O Ministério do Interior britânico informou à reportagem que está desenvolvendo um software policial que será capaz de identificar incidentes de spiking que ocorrem como parte de outro crime.
De acordo com um projeto de lei sobre crime e policiamento atualmente em tramitação no Parlamento, o governo está criando o que é descrito como um novo tipo de crime “moderno” de “administração de substância nociva, inclusive por meio de spiking” — para incentivar as vítimas a denunciarem à polícia.
A prática de spiking já é um crime em todo o Reino Unido, abrangido por outras leis, inclusive a Lei de Crimes contra a Pessoa de 1861.
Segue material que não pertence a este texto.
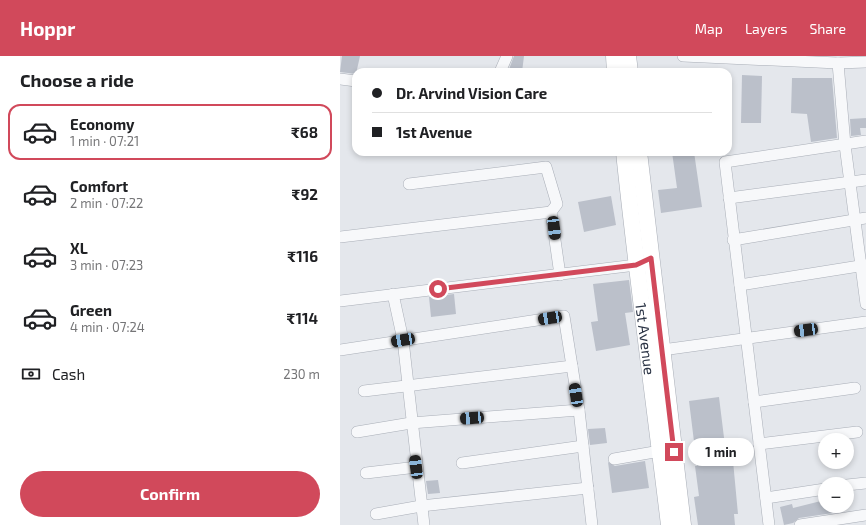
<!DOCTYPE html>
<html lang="en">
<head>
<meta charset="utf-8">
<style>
  body { margin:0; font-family:"Exo 2",sans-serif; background:#f6f6f6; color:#202124; height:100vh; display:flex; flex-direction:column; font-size:15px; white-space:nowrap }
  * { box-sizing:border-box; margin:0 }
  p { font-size:13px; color:#757577 }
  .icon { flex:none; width:22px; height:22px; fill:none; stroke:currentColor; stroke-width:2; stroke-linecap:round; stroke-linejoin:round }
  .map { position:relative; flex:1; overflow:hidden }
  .side { display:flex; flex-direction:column; background:#fff; width:340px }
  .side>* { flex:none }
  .hud { position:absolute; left:12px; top:12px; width:380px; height:88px; border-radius:12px; box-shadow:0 2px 6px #0003; display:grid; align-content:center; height:88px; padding:0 20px; background:#fff }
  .controls { position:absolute; left:478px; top:377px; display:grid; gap:8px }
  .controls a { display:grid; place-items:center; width:36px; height:36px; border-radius:50%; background:#fff; box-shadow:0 2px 6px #0003; font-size:20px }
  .end { position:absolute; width:18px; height:18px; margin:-9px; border:5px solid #d1495b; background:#fff; box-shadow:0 0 0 2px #fff }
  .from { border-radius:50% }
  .bubble { position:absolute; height:28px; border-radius:14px; background:#fff; box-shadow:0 2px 6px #0003; font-size:13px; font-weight:700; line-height:28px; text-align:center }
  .car { position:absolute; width:12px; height:24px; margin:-12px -6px; border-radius:5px; box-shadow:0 0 3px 1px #0007; background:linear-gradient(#222 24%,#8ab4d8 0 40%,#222 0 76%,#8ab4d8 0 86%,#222 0) }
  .hud b { display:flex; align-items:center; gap:14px; height:38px; font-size:15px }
  .hud b+b { border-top:1px solid #e0e0e0 }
  .hud i { width:10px; height:10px; background:#202124 }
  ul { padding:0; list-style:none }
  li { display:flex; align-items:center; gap:12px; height:56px; margin:0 8px 6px; padding:0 12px; border:2px solid transparent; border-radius:12px }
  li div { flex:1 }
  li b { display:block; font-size:15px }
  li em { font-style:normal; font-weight:700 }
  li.selected { border-color:#d1495b }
  li>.icon { width:36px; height:36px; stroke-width:1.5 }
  h2 { padding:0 20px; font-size:18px; line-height:48px }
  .pay { display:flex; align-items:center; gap:10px; height:44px; padding:0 20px; font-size:15px }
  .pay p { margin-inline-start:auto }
  .primary-button { display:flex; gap:8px; margin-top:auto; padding:8px 20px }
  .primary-button a { flex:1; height:46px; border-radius:24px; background:#d1495b; color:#fff; font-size:16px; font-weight:700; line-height:46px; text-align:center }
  header { display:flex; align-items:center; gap:24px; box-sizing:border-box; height:56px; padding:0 20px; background:#d1495b; color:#fff }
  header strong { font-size:19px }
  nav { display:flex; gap:22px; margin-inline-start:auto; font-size:14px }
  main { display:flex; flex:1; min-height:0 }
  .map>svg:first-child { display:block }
</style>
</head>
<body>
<header>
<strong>Hoppr</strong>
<nav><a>Map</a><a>Layers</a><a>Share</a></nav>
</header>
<main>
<section class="side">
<h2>Choose a ride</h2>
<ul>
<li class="selected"><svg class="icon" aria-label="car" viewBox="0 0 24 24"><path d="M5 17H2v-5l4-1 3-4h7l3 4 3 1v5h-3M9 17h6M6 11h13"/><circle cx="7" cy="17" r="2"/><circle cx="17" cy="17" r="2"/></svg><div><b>Economy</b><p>1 min · 07:21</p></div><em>₹68</em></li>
<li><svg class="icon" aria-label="car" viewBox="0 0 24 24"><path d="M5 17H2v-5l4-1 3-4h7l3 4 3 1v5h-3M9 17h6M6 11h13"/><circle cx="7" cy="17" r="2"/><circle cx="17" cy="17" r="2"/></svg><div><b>Comfort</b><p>2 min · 07:22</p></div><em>₹92</em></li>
<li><svg class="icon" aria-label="car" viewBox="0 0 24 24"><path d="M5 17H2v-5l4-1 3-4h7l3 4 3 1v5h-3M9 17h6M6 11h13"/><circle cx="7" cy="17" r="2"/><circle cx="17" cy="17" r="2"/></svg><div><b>XL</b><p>3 min · 07:23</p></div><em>₹116</em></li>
<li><svg class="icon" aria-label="car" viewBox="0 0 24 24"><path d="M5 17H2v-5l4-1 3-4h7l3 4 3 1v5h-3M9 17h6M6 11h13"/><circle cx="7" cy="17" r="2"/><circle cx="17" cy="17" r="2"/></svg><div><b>Green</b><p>4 min · 07:24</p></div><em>₹114</em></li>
</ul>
<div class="pay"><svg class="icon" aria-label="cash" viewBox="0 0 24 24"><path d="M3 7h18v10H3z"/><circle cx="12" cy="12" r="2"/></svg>Cash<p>230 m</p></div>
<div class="primary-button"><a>Confirm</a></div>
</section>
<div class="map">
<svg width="526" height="469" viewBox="0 0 526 469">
  <rect width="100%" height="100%" fill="#e4e7ec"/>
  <g fill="#bbc0ca">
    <polygon points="2,0 20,0 16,18 0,16"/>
    <polygon points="174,0 184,0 182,16 168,16"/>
    <polygon points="402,19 422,20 421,67 401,67"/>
    <polygon points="452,22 492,22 497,82 471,86 467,58 451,57"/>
    <polygon points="526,62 526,72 520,72 521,79 511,80 510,63"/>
    <polygon points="332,96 354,96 362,151 321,157 318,134 337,132"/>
    <polygon points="271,140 276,169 244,176 238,146"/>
    <polygon points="289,224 293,256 285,257 290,289 256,295 251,266 258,265 253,228"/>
    <polygon points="114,238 116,258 91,261 89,241"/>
    <polygon points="379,341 387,406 393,405 398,458 394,458 395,469 358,469 354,441 359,440 355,410 357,410 349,345"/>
    <polygon points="265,372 267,387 250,389 248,373"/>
    <polygon points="305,405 309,432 272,437 268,406 275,410"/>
    <polygon points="98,424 100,437 88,438 86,425"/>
    <polygon points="485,444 485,450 492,450 493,457 459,462 453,467 444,469 440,451 452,448 453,452"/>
  </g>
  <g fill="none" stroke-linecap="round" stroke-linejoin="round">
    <g stroke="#a9aeb7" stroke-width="12">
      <g id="street">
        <polyline points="343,0 498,7 526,6"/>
        <polyline points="498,7 505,89 526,248"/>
        <polyline points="160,16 167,0"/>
        <polyline points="0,23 16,25"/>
        <polyline points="69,128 206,111 217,148 211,156 220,219"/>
        <polyline points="389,142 526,124"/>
        <polyline points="0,181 211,156"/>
        <polyline points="393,184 526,162"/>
        <polyline points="400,229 526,209"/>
        <polyline points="53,238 63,284 84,469"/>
        <polyline points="0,245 296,209 303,206"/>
        <polyline points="0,294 224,260 239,354 252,469"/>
        <polyline points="315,295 526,266"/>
        <polyline points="24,335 232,310"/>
        <polyline points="414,346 515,332"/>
        <polyline points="17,376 71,367 239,354"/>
        <polyline points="419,388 517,376"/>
        <polyline points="274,403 320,395"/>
        <polyline points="122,407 243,390"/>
        <polyline points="26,417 77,411"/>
        <polyline points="507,429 526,427"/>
        <polyline points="426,442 485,433"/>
        <polyline points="36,458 81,450 248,432"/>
        <polyline points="429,469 385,106 526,85"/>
        <polyline points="460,469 526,459"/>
      </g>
    </g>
    <g stroke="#a9aeb7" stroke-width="17">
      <g id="secondary">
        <polyline points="274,0 275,16"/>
        <polyline points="288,0 290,16"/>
        <path id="s1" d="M284,96C297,221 314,345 329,469"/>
        <polyline points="299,96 343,469"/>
      </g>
    </g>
    <use href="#street" stroke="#f7f8fa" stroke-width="11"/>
    <use href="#secondary" stroke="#fff" stroke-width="16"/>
  </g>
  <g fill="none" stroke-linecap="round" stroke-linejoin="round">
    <polyline stroke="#d1495b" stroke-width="5" points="98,233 296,209 311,202 334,396"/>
  </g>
  <g text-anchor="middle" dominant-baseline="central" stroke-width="4" stroke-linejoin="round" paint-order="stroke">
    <g font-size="15" fill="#2b3445" stroke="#f4f6f9">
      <text stroke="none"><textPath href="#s1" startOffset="188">1st Avenue</textPath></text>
    </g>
  </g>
</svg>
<div class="controls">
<a>+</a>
<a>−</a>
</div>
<i class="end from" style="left:98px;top:233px"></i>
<i class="end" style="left:334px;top:396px"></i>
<div class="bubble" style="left:348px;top:382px;width:66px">1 min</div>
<i class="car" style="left:214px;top:172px;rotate:173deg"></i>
<i class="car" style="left:210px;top:262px;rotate:261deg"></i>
<i class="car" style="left:466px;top:274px;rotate:262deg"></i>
<i class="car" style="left:63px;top:284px;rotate:260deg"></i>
<i class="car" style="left:236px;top:339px;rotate:351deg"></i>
<i class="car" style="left:132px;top:362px;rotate:266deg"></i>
<i class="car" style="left:76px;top:411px;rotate:353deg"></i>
<div class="hud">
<b><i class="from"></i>Dr. Arvind Vision Care</b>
<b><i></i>1st Avenue</b>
</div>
</div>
</main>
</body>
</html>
Sob a nova legislação, que será aplicada na Inglaterra e no País de Gales, os perpetradores vão poder pegar até 10 anos de prisão.
O Ministério da Justiça afirma que a criação de um crime específico vai ajudar a polícia a monitorar os casos de spiking, “e incentivar mais vítimas… a se apresentar e denunciar esses crimes”.
Jess Phillips, ministra da Proteção e Combate à Violência contra Mulheres e Meninas, classificou o spiking como “um crime vil que viola a confiança e a sensação de segurança das vítimas”, em uma declaração ao programa File on 4 Investigates, da BBC.
Estão em andamento discussões para estender a lei à Irlanda do Norte.
O governo escocês diz que não tem, atualmente, planos de criar um crime específico, mas está mantendo a situação sob análise.
Finalmente, foi feita justiça a Kate. Mas seu ex-marido não estaria na prisão se ela não tivesse enfrentado o CPS quando este não acreditou que o caso apresentasse uma chance realista de condenação.
“Quero que outras pessoas entendam que o abuso acontece muito mais silenciosamente do que se pensa”, diz Kate. “Ainda estou entendendo direito o que aconteceu comigo, e como isso me afetou.”